Discovering Roots at Livnot

Recovering from an amazing but strenuous hike the previous day, I wasn’t exactly looking forward to the day’s community service project. Nonetheless, I joined the rest of my group and headed down to the Ancient Cemetery of Tzfat. Our service project for the day was to restore a small section of the cemetery that time, a bit of neglect, and the elements of nature had taken their toll on. Though not the most glorious of sounding projects, we would have the opportunity to document headstones we restored to help families find graves that may have been lost with time.

Discovering family roots in TzfatOnce we arrived the group quickly began to work digging up earth that had covered headstones, pulling weeds, picking up debris, and repainting engraved letters that had worn away. Despite not feeling totally up to snuff that morning, the work came easy and I began to get into the activity. I spent quite a bit of time unearthing a tombstone that had been covered with dirt that had built up along the hill we were working on.

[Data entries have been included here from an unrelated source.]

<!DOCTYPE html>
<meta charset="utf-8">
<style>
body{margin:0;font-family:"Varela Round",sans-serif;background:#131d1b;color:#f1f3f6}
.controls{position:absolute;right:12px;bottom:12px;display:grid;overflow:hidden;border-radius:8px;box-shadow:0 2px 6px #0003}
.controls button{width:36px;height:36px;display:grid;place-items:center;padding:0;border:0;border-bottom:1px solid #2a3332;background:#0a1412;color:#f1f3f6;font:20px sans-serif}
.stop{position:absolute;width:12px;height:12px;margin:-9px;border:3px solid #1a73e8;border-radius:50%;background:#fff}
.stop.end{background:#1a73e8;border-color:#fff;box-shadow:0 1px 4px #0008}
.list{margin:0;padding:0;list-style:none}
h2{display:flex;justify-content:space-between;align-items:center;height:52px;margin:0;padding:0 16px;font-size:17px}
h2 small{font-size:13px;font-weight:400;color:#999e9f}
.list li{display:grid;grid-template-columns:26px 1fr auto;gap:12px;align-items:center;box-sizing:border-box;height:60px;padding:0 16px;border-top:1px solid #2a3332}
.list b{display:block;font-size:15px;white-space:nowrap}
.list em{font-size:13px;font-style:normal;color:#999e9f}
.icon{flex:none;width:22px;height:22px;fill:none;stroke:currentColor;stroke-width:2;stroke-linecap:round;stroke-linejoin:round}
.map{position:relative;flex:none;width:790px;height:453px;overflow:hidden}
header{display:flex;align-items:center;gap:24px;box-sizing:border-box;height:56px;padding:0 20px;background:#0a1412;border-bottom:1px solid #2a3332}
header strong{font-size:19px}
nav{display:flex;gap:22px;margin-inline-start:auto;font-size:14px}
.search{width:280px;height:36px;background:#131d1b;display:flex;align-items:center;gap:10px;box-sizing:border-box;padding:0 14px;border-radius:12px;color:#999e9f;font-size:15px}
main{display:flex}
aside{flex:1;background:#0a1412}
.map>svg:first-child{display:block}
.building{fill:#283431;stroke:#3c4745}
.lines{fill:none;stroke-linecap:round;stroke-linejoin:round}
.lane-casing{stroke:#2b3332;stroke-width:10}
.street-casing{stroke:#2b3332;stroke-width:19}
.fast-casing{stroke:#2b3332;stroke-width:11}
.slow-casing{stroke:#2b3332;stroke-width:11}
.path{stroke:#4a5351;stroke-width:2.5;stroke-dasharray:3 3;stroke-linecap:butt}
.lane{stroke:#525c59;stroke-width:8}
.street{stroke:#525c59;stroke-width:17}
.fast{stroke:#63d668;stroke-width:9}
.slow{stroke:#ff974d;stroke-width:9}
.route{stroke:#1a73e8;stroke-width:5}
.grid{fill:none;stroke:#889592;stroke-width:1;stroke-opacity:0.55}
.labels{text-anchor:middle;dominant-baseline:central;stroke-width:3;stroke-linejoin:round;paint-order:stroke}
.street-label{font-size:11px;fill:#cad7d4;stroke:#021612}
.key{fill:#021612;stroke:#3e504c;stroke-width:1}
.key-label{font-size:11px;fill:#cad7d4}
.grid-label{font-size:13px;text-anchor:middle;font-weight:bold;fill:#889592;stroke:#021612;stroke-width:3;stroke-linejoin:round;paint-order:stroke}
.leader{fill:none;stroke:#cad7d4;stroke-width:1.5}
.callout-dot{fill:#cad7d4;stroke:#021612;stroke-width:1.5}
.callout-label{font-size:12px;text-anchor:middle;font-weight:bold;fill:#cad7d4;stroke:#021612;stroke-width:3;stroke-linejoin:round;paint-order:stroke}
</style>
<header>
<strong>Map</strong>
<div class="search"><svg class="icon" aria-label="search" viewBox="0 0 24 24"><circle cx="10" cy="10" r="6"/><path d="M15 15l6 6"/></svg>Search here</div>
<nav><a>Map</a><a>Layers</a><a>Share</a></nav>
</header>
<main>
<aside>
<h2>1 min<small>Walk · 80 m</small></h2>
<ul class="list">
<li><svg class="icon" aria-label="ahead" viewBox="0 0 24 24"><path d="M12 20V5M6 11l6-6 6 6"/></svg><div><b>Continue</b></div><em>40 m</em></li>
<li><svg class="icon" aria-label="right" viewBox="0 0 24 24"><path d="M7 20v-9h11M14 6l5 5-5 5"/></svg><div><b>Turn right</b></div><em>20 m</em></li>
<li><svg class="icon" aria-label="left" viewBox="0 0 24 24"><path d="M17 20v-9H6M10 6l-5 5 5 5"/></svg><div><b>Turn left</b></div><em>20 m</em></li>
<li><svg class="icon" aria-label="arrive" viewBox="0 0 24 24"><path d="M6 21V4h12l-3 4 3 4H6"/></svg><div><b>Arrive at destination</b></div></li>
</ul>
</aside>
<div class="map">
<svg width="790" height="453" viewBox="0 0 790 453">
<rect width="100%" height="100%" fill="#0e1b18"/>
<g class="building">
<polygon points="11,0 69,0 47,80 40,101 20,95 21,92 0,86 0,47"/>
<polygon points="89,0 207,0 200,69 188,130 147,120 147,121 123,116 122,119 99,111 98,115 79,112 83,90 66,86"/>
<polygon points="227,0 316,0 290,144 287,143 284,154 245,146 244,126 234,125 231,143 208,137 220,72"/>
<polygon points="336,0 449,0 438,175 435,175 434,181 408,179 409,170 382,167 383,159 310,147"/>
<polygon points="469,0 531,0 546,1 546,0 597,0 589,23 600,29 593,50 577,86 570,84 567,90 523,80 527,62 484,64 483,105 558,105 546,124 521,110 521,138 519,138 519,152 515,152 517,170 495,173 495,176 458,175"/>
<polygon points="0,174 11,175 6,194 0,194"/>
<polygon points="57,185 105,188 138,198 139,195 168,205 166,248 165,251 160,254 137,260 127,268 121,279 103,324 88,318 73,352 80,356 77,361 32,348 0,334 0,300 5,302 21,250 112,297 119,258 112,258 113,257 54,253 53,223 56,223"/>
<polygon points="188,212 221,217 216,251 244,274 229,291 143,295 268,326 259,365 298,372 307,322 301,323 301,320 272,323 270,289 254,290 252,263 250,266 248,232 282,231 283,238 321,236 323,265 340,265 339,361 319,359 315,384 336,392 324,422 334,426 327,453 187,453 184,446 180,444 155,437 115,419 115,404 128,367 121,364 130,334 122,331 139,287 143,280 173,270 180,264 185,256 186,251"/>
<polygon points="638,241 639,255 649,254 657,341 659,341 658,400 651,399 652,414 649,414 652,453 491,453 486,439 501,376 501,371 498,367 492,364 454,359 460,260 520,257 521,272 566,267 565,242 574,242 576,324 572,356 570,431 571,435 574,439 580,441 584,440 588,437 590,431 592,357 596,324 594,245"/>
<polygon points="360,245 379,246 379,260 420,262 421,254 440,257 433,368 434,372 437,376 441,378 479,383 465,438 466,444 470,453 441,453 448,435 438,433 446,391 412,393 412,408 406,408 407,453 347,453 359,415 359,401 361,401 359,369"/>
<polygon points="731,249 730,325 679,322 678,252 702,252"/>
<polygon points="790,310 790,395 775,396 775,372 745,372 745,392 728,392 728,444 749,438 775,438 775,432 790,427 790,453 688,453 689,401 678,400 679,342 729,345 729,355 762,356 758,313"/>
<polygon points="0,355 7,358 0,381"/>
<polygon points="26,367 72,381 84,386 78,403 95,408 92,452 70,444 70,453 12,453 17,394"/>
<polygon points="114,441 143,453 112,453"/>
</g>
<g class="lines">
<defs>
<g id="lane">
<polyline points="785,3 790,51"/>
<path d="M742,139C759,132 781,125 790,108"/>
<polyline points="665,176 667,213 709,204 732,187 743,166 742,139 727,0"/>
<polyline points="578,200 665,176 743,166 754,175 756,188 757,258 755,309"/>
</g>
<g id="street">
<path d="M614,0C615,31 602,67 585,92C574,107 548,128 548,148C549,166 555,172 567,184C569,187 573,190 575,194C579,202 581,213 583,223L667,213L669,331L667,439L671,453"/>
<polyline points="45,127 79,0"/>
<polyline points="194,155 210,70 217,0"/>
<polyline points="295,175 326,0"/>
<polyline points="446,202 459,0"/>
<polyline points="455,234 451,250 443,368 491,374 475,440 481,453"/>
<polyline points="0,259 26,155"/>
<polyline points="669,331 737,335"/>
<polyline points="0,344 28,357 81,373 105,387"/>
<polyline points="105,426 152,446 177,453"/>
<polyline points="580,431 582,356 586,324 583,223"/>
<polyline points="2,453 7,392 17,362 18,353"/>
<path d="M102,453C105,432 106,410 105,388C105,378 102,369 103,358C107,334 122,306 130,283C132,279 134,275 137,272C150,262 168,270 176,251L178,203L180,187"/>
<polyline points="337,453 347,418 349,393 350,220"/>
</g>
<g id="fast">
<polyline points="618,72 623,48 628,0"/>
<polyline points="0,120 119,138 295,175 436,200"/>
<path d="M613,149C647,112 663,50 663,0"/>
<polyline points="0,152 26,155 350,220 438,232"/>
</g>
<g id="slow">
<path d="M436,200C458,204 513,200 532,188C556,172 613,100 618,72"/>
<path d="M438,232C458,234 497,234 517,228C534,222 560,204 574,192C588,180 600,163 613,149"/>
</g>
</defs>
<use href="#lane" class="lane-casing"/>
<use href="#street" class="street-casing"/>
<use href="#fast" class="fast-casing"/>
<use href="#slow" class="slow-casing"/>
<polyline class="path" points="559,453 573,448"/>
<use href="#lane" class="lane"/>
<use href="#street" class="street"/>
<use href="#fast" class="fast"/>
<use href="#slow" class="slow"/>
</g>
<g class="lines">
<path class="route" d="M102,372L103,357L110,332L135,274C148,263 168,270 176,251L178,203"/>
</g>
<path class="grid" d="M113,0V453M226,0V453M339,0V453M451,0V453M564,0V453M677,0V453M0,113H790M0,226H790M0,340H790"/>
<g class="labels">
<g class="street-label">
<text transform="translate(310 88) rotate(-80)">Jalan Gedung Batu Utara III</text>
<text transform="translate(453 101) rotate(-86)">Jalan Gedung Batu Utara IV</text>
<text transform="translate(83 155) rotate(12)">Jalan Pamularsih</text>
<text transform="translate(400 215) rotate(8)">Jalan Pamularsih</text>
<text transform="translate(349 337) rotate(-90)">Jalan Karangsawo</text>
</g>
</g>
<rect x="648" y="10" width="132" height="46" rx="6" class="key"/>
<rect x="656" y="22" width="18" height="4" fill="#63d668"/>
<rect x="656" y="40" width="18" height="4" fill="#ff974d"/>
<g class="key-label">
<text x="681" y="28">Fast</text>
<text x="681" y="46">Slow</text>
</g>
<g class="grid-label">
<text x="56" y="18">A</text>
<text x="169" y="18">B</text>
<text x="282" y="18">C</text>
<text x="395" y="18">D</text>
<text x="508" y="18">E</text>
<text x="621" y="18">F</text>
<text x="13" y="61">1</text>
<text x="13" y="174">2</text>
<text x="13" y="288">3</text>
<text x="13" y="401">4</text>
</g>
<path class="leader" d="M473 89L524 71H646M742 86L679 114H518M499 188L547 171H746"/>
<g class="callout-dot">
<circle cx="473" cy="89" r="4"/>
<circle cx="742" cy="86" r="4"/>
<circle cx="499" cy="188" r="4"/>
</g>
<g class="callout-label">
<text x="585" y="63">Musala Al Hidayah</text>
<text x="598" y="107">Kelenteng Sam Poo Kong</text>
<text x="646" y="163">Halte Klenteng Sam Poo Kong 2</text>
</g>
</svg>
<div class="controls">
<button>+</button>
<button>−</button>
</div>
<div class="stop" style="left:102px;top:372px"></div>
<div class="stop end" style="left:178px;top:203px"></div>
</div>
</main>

It was intriguing to dig inch by inch and slowly uncover the headstone’s words. Unlike many of the graves that I am accustomed to in the States, the words told about a bit about the man and how his family remembered him. Each time I uncovered a line I asked our group coordinator Naama to translate the text for me so I could know a bit more about the story of this man who passed so many years ago. After the entire text was revealed I felt excited, accomplished, and ready to move on the next grave just feet away.

Just before I could start on the next grave, I began to talk to David (another service coordinator) about my family’s roots in Tzfat. He asked for my family name, which I told him was Sha’cror, and he began to scan the graves around us. He then remarked that one of the stones just two graves down from me held the name Yaacov Sha’cror. At that moment my mind immediately began to race. This could be the grave of my great-grandfather; one of the three men in my family I was named after. As I looked at the headstone I noticed that someone had previously started to repaint the engraved letters, but had stopped after completing only one line.

Hiking in Israel with LivnotI spent the next half hour slowly and carefully retracing the engraved letters on the stone in black paint. Making sure not to spill a single drop or take a stroke outside the lines. The entire time questions raced through my head as to whether or not this was my great-grandfather, and if it was, what other members of my family were in this cemetery. My mother always told me that we had family buried here and more than 10 generations in Tzfat, but I never expected to meet this history face-to-face on this seemingly ordinary afternoon. After I finished tracing all the letters on the headstone I finally lifted my head and noticed that each person from our group was totally invested in the task they were undertaking. As the afternoon came to a close multiple people requested that we stick around just a bit longer because they wanted to complete the work they had begun. Even though I felt a connection to the grave I was working on, I was no more invested in my labor than any other person in the group. Though I can’t speak for everyone, I think that each of us felt like we had spent our afternoon volunteering on an enjoyable and worthwhile project.

After heading back to the Livnot house and cleaning up from the long day under the sun, I called my great-aunt who I hadn’t seen in over 16 years. She resides in Tzfat and I wanted to spend some time with her while recapping the day’s events. As I showed the picture of the grave I repainted, she turned to me and remarked, “that’s my father’s grave!” In that moment the day’s work became that much more rewarding and I knew that I’d remember this day for the rest of my life. On a service project that I didn’t choose, working on a dozen graves in a small section of a cemetery where hundreds are buried, I came across my great-grandfather’s grave. However, I wasn’t the first. Someone at some unknown point came before me and started to retrace the letters but for some unknown reason stopped after only one line. It was almost as if my great-grandfather was just waiting on me to come and finish the job. Whether it was coincidence or divine I can’t say, but I do know that this experience connected me more deeply with my Jewish roots and family history. And though my goal was to restore my great-grandfather’s grave, I felt a bit of my Jewish soul being restored in the process. Livnot had it spot on: “To build and to be built.”